Exercise brief:
The line that holds "8h14l-1 12H6zM9 8a3" marks the start. Return it and each following line through the end of the data, unchanged.

Material supplied:
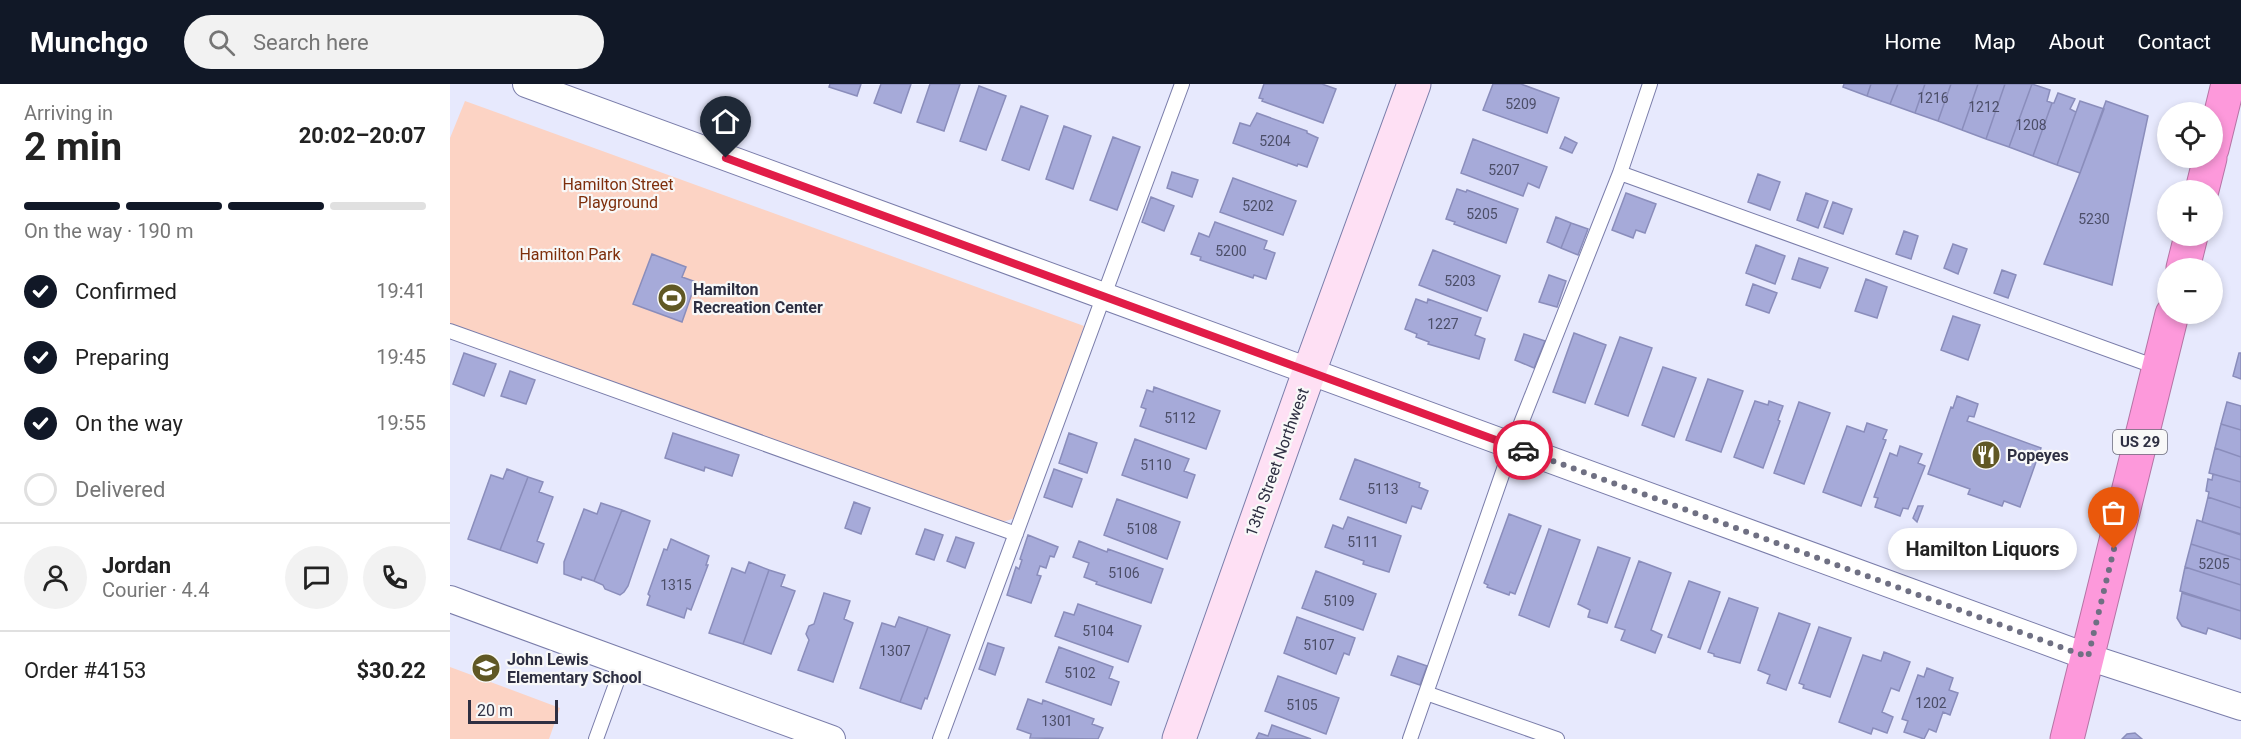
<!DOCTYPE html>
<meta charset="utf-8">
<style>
body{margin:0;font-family:Roboto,sans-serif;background:#f2f2f2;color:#222;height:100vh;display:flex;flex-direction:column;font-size:22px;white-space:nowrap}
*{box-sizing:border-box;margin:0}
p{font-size:20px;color:#767676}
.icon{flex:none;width:33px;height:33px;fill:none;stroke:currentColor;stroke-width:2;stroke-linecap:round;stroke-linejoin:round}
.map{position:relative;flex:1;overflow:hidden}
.drawer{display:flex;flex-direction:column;background:#fff;width:450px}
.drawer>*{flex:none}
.fabs{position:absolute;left:1707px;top:18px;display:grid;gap:12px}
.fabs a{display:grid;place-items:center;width:66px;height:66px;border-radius:50%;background:#fff;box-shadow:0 3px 9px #0003;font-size:30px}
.scale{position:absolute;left:18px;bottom:15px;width:90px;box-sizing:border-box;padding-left:6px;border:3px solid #2e2f42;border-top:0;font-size:16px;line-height:21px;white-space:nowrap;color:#2e2f42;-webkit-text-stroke:4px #f8f8f8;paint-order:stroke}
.pin{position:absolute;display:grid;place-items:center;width:51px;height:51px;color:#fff;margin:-62px -26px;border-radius:50% 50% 50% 0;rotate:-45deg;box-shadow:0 0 6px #0007}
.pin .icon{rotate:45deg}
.courier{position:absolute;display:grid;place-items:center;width:60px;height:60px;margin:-30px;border:4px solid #e11d48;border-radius:50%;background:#fff;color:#222;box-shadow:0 2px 8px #0007}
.bubble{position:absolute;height:42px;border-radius:21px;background:#fff;box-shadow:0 3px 9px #0003;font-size:20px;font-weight:700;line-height:42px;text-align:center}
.overview em{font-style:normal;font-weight:700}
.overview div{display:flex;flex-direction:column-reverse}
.overview{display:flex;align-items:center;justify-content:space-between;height:102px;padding:0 24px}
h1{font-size:39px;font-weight:700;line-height:45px}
.bar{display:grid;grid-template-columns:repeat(4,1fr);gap:9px 6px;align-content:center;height:72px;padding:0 24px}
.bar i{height:8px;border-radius:4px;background:#e0e0e0}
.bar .active{background:#111827}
.bar p{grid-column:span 4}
.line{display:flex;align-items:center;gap:15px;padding:0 24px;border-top:2px solid #e0e0e0}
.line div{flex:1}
.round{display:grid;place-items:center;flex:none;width:63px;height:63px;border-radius:32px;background:#f2f2f2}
ol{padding:0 24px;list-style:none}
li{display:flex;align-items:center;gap:18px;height:66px}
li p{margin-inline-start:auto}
li .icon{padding:6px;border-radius:50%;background:#111827;color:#fff;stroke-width:4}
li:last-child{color:#767676}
li i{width:33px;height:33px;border:3px solid #e0e0e0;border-radius:50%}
header{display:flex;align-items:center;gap:36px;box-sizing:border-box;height:84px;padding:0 30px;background:#111827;color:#fff}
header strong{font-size:28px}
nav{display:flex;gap:33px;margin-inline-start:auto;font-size:21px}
.search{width:420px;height:54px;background:#f2f2f2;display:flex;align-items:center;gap:15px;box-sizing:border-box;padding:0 21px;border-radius:33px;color:#767676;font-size:22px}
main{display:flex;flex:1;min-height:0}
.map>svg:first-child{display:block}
.green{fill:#fcd3c4}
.building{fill:#a6aad9;stroke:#8a8dbb;stroke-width:1.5}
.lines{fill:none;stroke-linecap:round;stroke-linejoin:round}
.lane-casing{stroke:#7a7daa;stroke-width:16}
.street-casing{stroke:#7a7daa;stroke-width:28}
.secondary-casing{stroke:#7a7daa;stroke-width:35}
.highway-casing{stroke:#b574a5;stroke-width:35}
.lane{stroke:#fff;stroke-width:14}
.street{stroke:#fff;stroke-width:26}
.secondary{stroke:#fee0f4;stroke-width:33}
.highway{stroke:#fd99db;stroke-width:33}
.done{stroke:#6f7083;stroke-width:6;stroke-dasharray:0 10.8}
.route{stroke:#e11d48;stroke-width:8}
.labels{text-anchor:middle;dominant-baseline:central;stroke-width:4.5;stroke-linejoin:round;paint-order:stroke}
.number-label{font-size:14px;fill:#4c4e68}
.shield{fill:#f8f8f8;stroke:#6b6b79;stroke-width:1.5}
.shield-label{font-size:15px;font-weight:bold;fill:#2e2f42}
.park-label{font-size:16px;fill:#7e2f0c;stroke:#f8f8f8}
.poi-label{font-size:16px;font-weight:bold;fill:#2e2f42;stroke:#f8f8f8;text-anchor:start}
.street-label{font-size:16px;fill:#2e2f42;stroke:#f8f8f8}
</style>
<header>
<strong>Munchgo</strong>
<div class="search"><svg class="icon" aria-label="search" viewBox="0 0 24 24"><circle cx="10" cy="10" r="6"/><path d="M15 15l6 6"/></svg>Search here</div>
<nav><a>Home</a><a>Map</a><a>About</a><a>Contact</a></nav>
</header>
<main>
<section class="drawer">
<div class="overview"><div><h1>2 min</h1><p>Arriving in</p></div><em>20:02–20:07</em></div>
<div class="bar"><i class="active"></i><i class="active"></i><i class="active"></i><i></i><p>On the way · 190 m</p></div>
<ol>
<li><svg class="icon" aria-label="check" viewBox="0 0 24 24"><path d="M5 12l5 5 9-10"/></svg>Confirmed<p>19:41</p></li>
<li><svg class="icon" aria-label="check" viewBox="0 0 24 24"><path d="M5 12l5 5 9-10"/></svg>Preparing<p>19:45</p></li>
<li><svg class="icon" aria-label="check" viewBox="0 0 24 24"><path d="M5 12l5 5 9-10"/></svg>On the way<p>19:55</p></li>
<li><i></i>Delivered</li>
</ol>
<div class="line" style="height:108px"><a class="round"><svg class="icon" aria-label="person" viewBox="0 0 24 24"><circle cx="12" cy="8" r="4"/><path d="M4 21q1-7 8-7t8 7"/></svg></a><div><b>Jordan</b><p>Courier · 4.4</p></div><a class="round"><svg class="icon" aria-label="chat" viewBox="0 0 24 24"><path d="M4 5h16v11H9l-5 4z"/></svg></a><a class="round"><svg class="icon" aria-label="phone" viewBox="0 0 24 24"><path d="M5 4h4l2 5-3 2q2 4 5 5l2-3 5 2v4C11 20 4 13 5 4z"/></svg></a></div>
<div class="line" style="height:78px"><div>Order #4153</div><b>$30.22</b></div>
</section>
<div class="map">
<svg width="1791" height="655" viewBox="0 0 1791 655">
<rect width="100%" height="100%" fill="#e7e9fd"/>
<path class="green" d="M15,17l619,225 -65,191 -20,6 -549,-198v-187z
M0,583l110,41 -11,31h-99z"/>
<path class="building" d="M380,0h31l-4,12 -28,-9z
M431,0h30l-10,29 -27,-10z
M480,0h30l-16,47 -27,-9z
M814,0h58l14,5 -13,34 -61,-22 1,-2 -4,-1z
M1043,0h28l38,14 -12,35 -64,-23z
M1394,0h27l-4,12 -24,-9z
M1421,0h27l-8,20 -23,-8z
M1448,0h27l-10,29 -25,-9z
M1475,0h26l-13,37 -23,-8z
M1501,0h27l-16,46 -24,-9z
M1528,0h27l-19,55 -24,-9z
M1555,0h27l-23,63 -23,-8z
M1582,0l18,6 -3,11 5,2 -19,53 -24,-9z
M529,2l27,10 -20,54 -26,-9z
M1608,9l17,6 -5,10 6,3 -19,53 -24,-9 19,-53h2z
M1630,17l24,8 -24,64 -23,-8z
M1656,17l42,15 -36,169 -68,-21 36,-91z
M571,22l27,10 -19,54 -27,-10z
M807,29l50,18v2l11,5 -11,29 -9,-3 -1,2 -64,-23 7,-20 10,3z
M614,42l27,10 -18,53 -27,-10z
M663,53l27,10 -23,63 -27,-10z
M1115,53l12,6 -5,10 -12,-5z
M1023,55l74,28 -8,21 -11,-5 -5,13 -62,-23z
M722,88l26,8 -6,17 -25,-9z
M1308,90l22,8 -10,28 -22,-8z
M783,94l63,23 -13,34 -63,-23z
M1007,105l9,3 1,-2 51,19 -12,34 -52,-19 1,-2 -9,-3z
M1176,109l30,11 -11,29 -9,-3 -3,8 -21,-8z
M1356,109l22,8 -10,27 -21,-8z
M701,113l23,9 -10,25 -22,-9z
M1383,118l19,7 -9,25 -19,-7z
M1106,133l15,6 -10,25 -14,-6z
M765,138l52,19 -3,8 11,4 -9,26 -12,-4 -1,3 -53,-18 1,-3 -10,-3 8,-21 10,4z
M1121,139l17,6 -10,26 -17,-7z
M1454,147l14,5 -7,23 -15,-5z
M1503,160l14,5 -9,25 -14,-6z
M1306,161l29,11 -10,28 -29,-11z
M983,166l67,26 -13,35 -68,-26z
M202,170l34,13 -4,10 14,5 -14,40 -49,-18z
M1349,174l29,10 -8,20 -28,-9z
M1552,186l14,5 -8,23 -14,-5z
M1099,191l17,6 -9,26 -18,-5z
M1416,195l21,8 -10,31 -22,-7z
M1303,200l24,9 -8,20 -23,-8z
M966,215l11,4 1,-4 53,19 -6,17 10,4 -6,20 -51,-15 1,-2 -13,-5 1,-3 -12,-5z
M1503,232l27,9 -12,35 -27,-10z
M1124,249l32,12 -21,58 -32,-11z
M1074,250l21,7 -11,27 -19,-8z
M1170,253l32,11 -24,68 -33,-12z
M14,269l32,11 -12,32 -31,-12z
M1789,269h2v26l-8,-3z
M1213,283l33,11 -22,59 -32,-12z
M60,287l25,9 -9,24 -25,-8z
M1258,295l35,12 -22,61 -35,-12z
M704,303l66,24 -14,38 -66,-23 6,-17 -5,-2 6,-17 6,2z
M1507,312l21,8 -4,13 -5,-1 -2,5 74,27 -21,59 -16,-6 -2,5 -34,-12 2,-5 -42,-15 23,-67 2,1z
M1305,317l13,4 1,-4 14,5 -5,14 2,1 -17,47 -29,-11z
M1349,318l31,11 -26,71 -30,-11z
M1777,318l14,4v24l-20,-6z
M1417,339l20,7 -4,9 3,1 -25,66 -38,-14 24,-66 17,6z
M1771,340l20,6v27l-26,-9z
M223,349l66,22 -7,21 -27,-9 -1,4 -39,-13z
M619,349l28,10 -10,30 -28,-10z
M685,355l54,20 -5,12 11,4 -8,23 -65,-23z
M1450,362l22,8 -4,9 7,3 -17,43 -5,-1 -3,8 -25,-9 3,-9 -4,-1 16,-44 7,3z
M1765,364l26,9v25l-32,-9z
M905,375l65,24 -1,4 9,4 -7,18 -9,-3 -6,17 -66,-24z
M57,385l21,8 -28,73 -32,-11 23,-64 12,4z
M604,385l28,10 -10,28 -28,-10z
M1763,390l28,8v26l-33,-11 1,-5 -3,-1 2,-12 4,1z
M78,393l15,5 -4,10 14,5 -16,44 7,3 -7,19 -37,-13z
M1758,413l33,11v26l-39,-12z
M667,415l63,23 -13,37 -63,-24z
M404,418l16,6 -9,26 -16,-6z
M151,419l21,7 -28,71 -12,-4 -1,3 -17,-6v-12l20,-53 13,5z
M1468,422h5l-6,16 -4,-4z
M172,426l28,11 -22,65 -4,6 -4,3 -15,-6 -2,-4 -9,-4z
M1059,430l32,12 -26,68 -5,-2 -1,3 -22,-8 1,-2 -4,-2z
M898,433l53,19 -12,36 -26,-8 1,-3 -39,-14 8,-22 10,4z
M1747,436l44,15v25l-50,-16z
M475,445l18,6 -9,25 -18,-6z
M1099,445l31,11 -31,87 -30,-12z
M578,451l30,12 -4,10 -4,-1 -4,12 -6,-2 -3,9 4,1 -10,27 -24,-8 9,-28 3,2 3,-9 -2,-1z
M506,453l18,6 -9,25 -18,-7z
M221,455l38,17 -3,9h2l-17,45 -4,-2 -3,10 -37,-13 3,-9 -2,-2 16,-45 3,1z
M629,457l28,11 1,-3 55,20 -12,34 -55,-19 1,-2 -13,-5 5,-14 -16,-6z
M1741,460l50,16v25l-56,-18z
M1148,463l32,11 -23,65 -19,-6 2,-7 -12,-6z
M1189,477l32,12 -20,57 11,5 -7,18 -34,-13 4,-10 -10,-3z
M299,478l20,8 -26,74 -34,-11 23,-65 13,5z
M1735,483l56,18v26l-61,-20z
M319,486l16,5 -4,11 14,5 -24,63 -28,-10z
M866,487l60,23 -13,36 -61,-22z
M1239,497l31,11 -20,57 -32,-12z
M374,509l26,8 -6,18 9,4 -20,59 -35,-12 11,-30 -3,-6 3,-8 5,-2z
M1732,509l59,18v28l-33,-11 -2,6 -24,-8 -5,-8z
M1279,514l29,10 -18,55 -26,-7v-2l-6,-2z
M628,520l63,22 -13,36 -73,-26 9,-24 10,3z
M1329,529l31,11 -24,66 -19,-7 3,-8 -12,-5z
M449,533l29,10 -28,75 -40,-14 22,-65 13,4z
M847,533l58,21 -6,17 -5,-2 -8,21 -52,-21z
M478,543l22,8 -23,64 -2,-1 -4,11 -21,-7z
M1369,543l32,11 -21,59 -27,-9 1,-3 -5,-2z
M538,559l16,5 -9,27 -16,-6z
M609,563l54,20 -4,11 10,4 -8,23 -65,-23z
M1434,568l26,10 -11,29 -8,-3 -9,24 11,5 -6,16 -14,-5 -2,6 -32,-12 24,-67 18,6z
M948,572l29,10 -7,19 -29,-10z
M1477,584l26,10 -4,12 9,3 -8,22 -7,-3 -7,20 -7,-3 -5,10 -20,-7 4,-11 -6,-2 16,-44 6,2z
M828,592l61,22 -13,36 -61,-23z
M578,615l14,5 1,-4 51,19 -2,5 11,4 -5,11 -68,-1 1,-4 -14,-5z
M822,641l39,14h-55l3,-6 9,3z
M1685,649l7,6h-20l5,-5z"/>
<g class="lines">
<g class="lane-casing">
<path id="lane" d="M1170,89l539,195
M0,247l566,203
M976,609l131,46
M146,655l28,-77
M490,655l242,-655
M960,655l102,-293 108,-273 30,-89"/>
</g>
<g class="street-casing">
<path id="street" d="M76,0l1562,573 153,50
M0,515l382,140"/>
</g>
<g class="secondary-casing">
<path id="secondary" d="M729,655l130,-367 105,-288"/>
</g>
<g class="highway-casing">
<path id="highway" d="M1762,65l16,-65
M1752,106l8,-32
M1733,184l8,-32
M1617,655l105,-425"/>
</g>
<use href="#lane" class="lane"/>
<use href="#street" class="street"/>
<use href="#secondary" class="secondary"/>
<use href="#highway" class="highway"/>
</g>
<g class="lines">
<path class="done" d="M1073,366l565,207 26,-108"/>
<path class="route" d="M276,74l797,292"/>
</g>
<defs>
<g id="stadium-disc" transform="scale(1.5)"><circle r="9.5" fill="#605824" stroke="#f8f8f8"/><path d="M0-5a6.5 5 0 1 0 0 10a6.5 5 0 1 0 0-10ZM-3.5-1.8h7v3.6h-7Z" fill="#fff"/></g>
<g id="restaurant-disc" transform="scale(1.5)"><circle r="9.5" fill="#605824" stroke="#f8f8f8"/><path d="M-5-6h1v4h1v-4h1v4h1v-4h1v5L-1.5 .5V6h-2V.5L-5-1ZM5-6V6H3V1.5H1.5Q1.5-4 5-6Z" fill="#fff"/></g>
<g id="school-disc" transform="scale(1.5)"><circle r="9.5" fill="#605824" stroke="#f8f8f8"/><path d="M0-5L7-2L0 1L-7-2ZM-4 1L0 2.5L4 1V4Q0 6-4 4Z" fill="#fff"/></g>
</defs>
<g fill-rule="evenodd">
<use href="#stadium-disc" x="222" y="214"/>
<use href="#restaurant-disc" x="1536" y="371"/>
<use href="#school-disc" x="36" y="584"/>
</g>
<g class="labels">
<g class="number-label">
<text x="1483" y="14">1216</text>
<text x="1071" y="20">5209</text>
<text x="1534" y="23">1212</text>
<text x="1581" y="41">1208</text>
<text x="825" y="57">5204</text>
<text x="1054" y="86">5207</text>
<text x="808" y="122">5202</text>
<text x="1032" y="130">5205</text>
<text x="1644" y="135">5230</text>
<text x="781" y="167">5200</text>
<text x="1010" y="197">5203</text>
<text x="993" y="240">1227</text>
<text x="730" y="334">5112</text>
<text x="706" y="381">5110</text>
<text x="933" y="405">5113</text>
<text x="692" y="445">5108</text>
<text x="913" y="458">5111</text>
<text x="1764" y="480">5205</text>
<text x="674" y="489">5106</text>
<text x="226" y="501">1315</text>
<text x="889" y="517">5109</text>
<text x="648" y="547">5104</text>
<text x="869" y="561">5107</text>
<text x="445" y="567">1307</text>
<text x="630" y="589">5102</text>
<text x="1481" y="619">1202</text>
<text x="852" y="621">5105</text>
<text x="607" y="637">1301</text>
</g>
<rect class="shield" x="1663" y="346" width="54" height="24" rx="4.5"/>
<g class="shield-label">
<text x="1690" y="358">US 29</text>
</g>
<g class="park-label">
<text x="168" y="100">Hamilton Street<tspan x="168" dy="18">Playground</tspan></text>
<text x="120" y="170">Hamilton Park</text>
</g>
<g class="poi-label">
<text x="243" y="205">Hamilton<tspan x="243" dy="18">Recreation Center</tspan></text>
<text x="1557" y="371">Popeyes</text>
<text x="57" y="575">John Lewis<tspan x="57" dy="18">Elementary School</tspan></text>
</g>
<g class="street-label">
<text transform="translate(827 378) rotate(-70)">13th Street Northwest</text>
</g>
</g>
</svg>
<div class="fabs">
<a><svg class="icon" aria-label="locate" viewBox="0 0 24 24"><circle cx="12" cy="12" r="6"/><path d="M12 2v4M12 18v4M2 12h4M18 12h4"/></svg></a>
<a>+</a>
<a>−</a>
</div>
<div class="scale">20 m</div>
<div class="pin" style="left:1664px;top:465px;background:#ea580c"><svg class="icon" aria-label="bag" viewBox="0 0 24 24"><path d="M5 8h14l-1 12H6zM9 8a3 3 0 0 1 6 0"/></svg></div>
<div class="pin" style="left:276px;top:74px;background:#1f2937"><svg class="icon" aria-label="home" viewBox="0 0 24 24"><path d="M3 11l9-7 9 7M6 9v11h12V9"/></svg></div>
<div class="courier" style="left:1073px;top:366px"><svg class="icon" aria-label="car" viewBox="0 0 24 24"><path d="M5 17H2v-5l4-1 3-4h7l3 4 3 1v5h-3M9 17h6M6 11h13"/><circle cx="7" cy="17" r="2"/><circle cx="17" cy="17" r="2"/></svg></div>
<div class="bubble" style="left:1438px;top:444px;width:189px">Hamilton Liquors</div>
</div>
</main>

Answer to this problem:
<div class="pin" style="left:1664px;top:465px;background:#ea580c"><svg class="icon" aria-label="bag" viewBox="0 0 24 24"><path d="M5 8h14l-1 12H6zM9 8a3 3 0 0 1 6 0"/></svg></div>
<div class="pin" style="left:276px;top:74px;background:#1f2937"><svg class="icon" aria-label="home" viewBox="0 0 24 24"><path d="M3 11l9-7 9 7M6 9v11h12V9"/></svg></div>
<div class="courier" style="left:1073px;top:366px"><svg class="icon" aria-label="car" viewBox="0 0 24 24"><path d="M5 17H2v-5l4-1 3-4h7l3 4 3 1v5h-3M9 17h6M6 11h13"/><circle cx="7" cy="17" r="2"/><circle cx="17" cy="17" r="2"/></svg></div>
<div class="bubble" style="left:1438px;top:444px;width:189px">Hamilton Liquors</div>
</div>
</main>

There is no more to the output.